Given data:

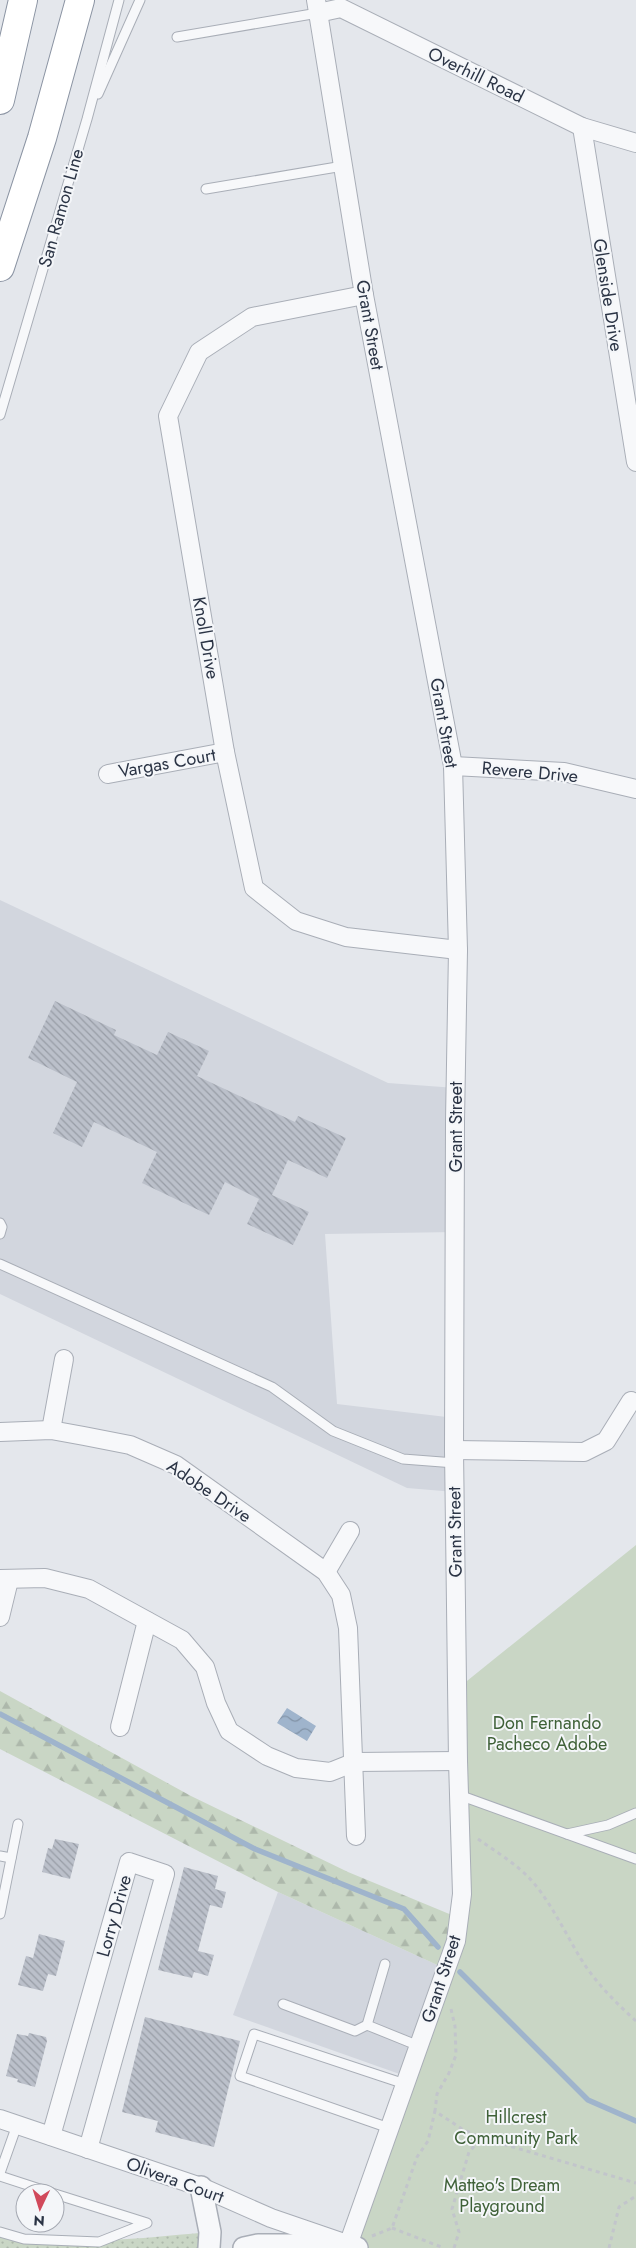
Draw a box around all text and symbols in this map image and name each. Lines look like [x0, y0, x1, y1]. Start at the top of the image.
street label: Overhill Road [423, 40, 529, 110]
street label: San Ramon Line [32, 146, 90, 270]
street label: Glenside Drive [586, 237, 630, 353]
street label: Grant Street [349, 278, 391, 373]
street label: Knoll Drive [186, 595, 226, 681]
street label: Grant Street [423, 676, 465, 771]
street label: Vargas Court [116, 742, 218, 784]
street label: Revere Drive [481, 755, 579, 789]
street label: Grant Street [443, 1081, 469, 1172]
street label: Adobe Drive [162, 1453, 256, 1529]
street label: Grant Street [441, 1486, 469, 1578]
park label: Don Fernando Pacheco Adobe [487, 1710, 607, 1757]
street label: Lorry Drive [90, 1872, 138, 1960]
street label: Grant Street [415, 1931, 468, 2026]
park label: Hillcrest Community Park [454, 2104, 578, 2151]
street label: Olivera Court [122, 2150, 228, 2210]
park label: Matteo's Dream Playground [444, 2172, 560, 2219]
north arrow [15, 2183, 65, 2233]
text: N [33, 2211, 45, 2231]

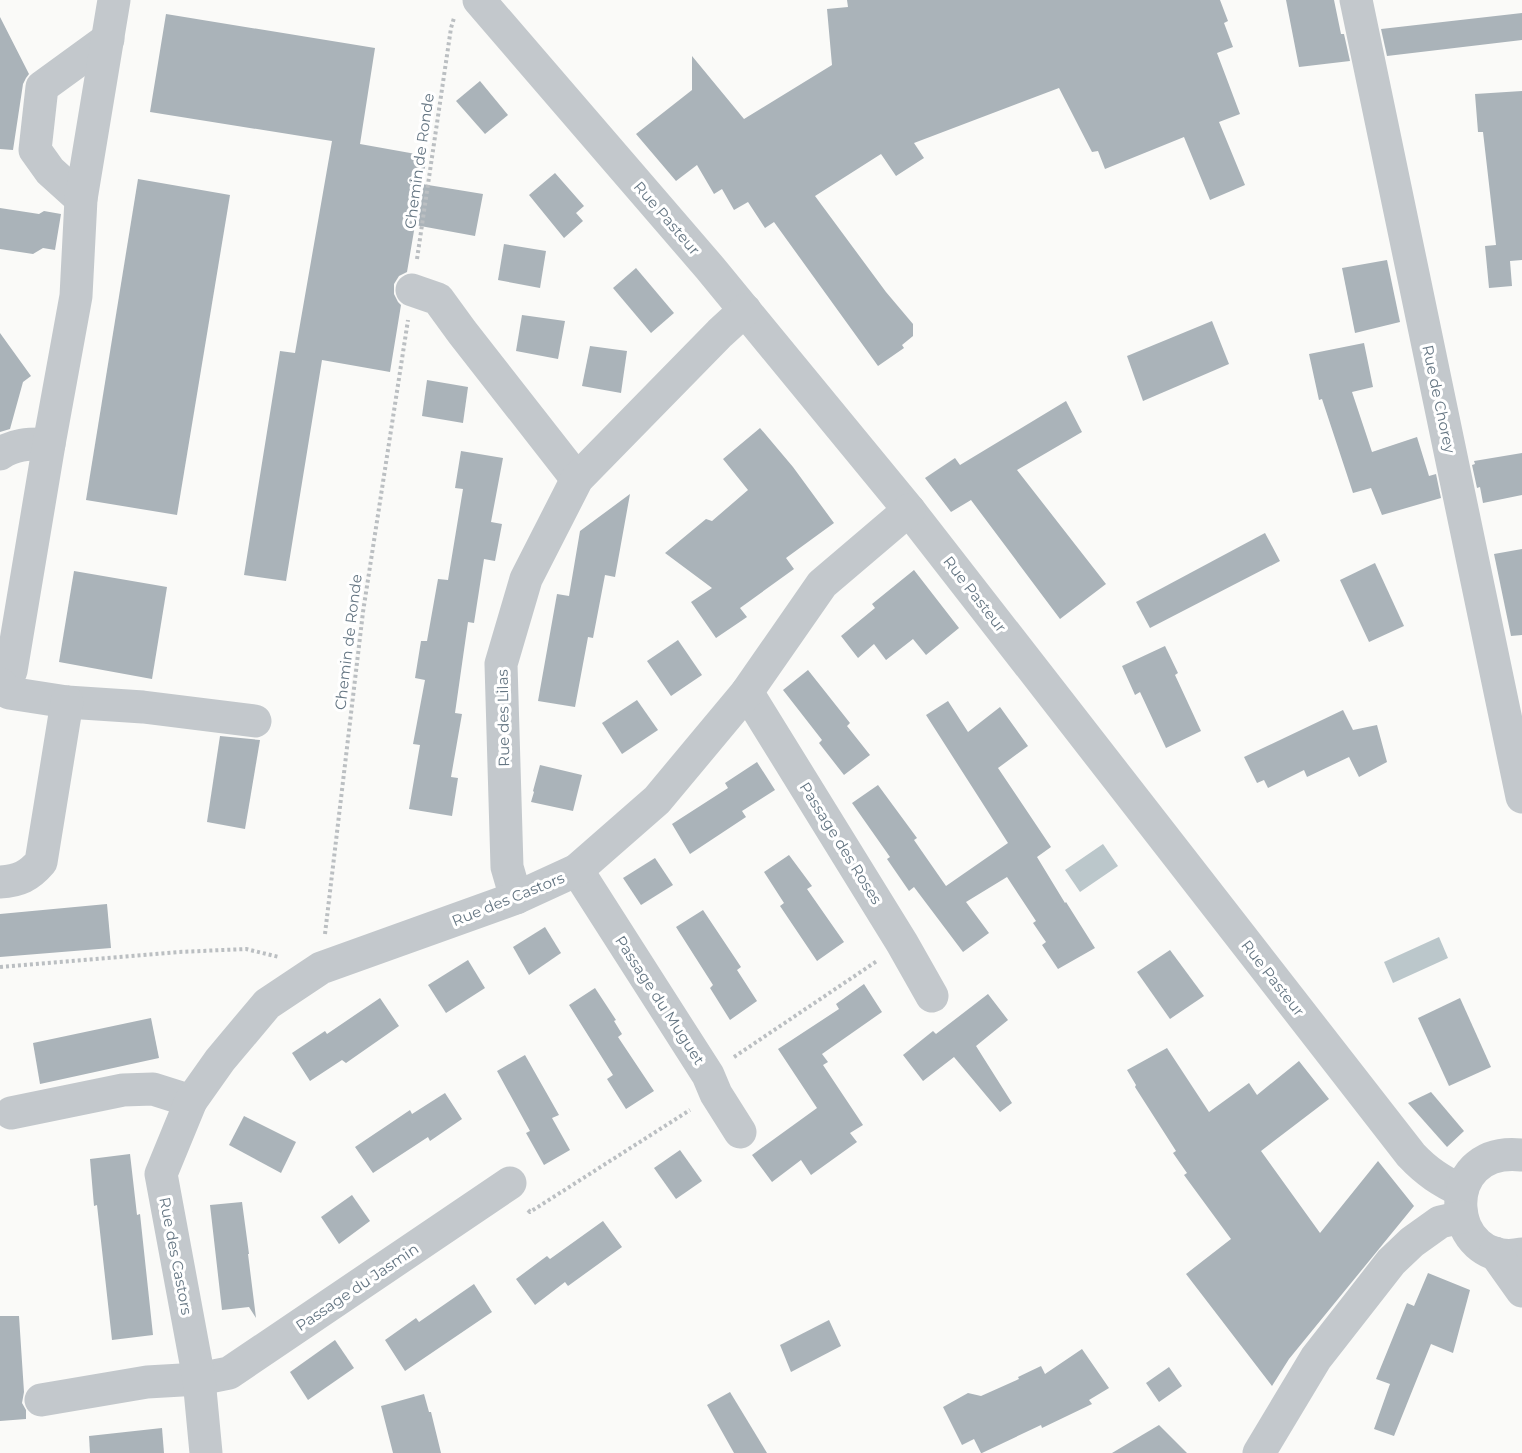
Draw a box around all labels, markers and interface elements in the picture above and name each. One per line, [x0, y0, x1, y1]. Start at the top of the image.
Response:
street label: Chemin de Ronde [400, 92, 438, 230]
street label: Rue Pasteur [630, 177, 704, 259]
street label: Rue de Chorey [1418, 343, 1460, 456]
street label: Rue Pasteur [939, 552, 1011, 636]
street label: Chemin de Ronde [330, 573, 366, 711]
street label: Rue des Lilas [493, 669, 513, 767]
street label: Passage des Roses [796, 778, 886, 908]
street label: Rue des Castors [449, 868, 567, 930]
street label: Passage du Muguet [611, 932, 709, 1068]
street label: Rue Pasteur [1237, 936, 1309, 1020]
street label: Rue des Castors [155, 1195, 197, 1317]
street label: Passage du Jasmin [292, 1239, 422, 1335]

About this exercise:
Could you retype every record above exactly, leaving the pictures out?

Task answer:
Draw a box around all text and symbols in this map image and name each. Lines look like [x0, y0, x1, y1]. Start at the top of the image.
street label: Overhill Road [423, 40, 529, 110]
street label: San Ramon Line [32, 146, 90, 270]
street label: Glenside Drive [586, 237, 630, 353]
street label: Grant Street [349, 278, 391, 373]
street label: Knoll Drive [186, 595, 226, 681]
street label: Grant Street [423, 676, 465, 771]
street label: Vargas Court [116, 742, 218, 784]
street label: Revere Drive [481, 755, 579, 789]
street label: Grant Street [443, 1081, 469, 1172]
street label: Adobe Drive [162, 1453, 256, 1529]
street label: Grant Street [441, 1486, 469, 1578]
park label: Don Fernando Pacheco Adobe [487, 1710, 607, 1757]
street label: Lorry Drive [90, 1872, 138, 1960]
street label: Grant Street [415, 1931, 468, 2026]
park label: Hillcrest Community Park [454, 2104, 578, 2151]
street label: Olivera Court [122, 2150, 228, 2210]
park label: Matteo's Dream Playground [444, 2172, 560, 2219]
north arrow [15, 2183, 65, 2233]
text: N [33, 2211, 45, 2231]

Draw a box around all labels, markers and interface elements in the picture above and name each. One per line, [x0, y0, x1, y1]. Start at the top of the image.
Response:
street label: Chemin de Ronde [400, 92, 438, 230]
street label: Rue Pasteur [630, 177, 704, 259]
street label: Rue de Chorey [1418, 343, 1460, 456]
street label: Rue Pasteur [939, 552, 1011, 636]
street label: Chemin de Ronde [330, 573, 366, 711]
street label: Rue des Lilas [493, 669, 513, 767]
street label: Passage des Roses [796, 778, 886, 908]
street label: Rue des Castors [449, 868, 567, 930]
street label: Passage du Muguet [611, 932, 709, 1068]
street label: Rue Pasteur [1237, 936, 1309, 1020]
street label: Rue des Castors [155, 1195, 197, 1317]
street label: Passage du Jasmin [292, 1239, 422, 1335]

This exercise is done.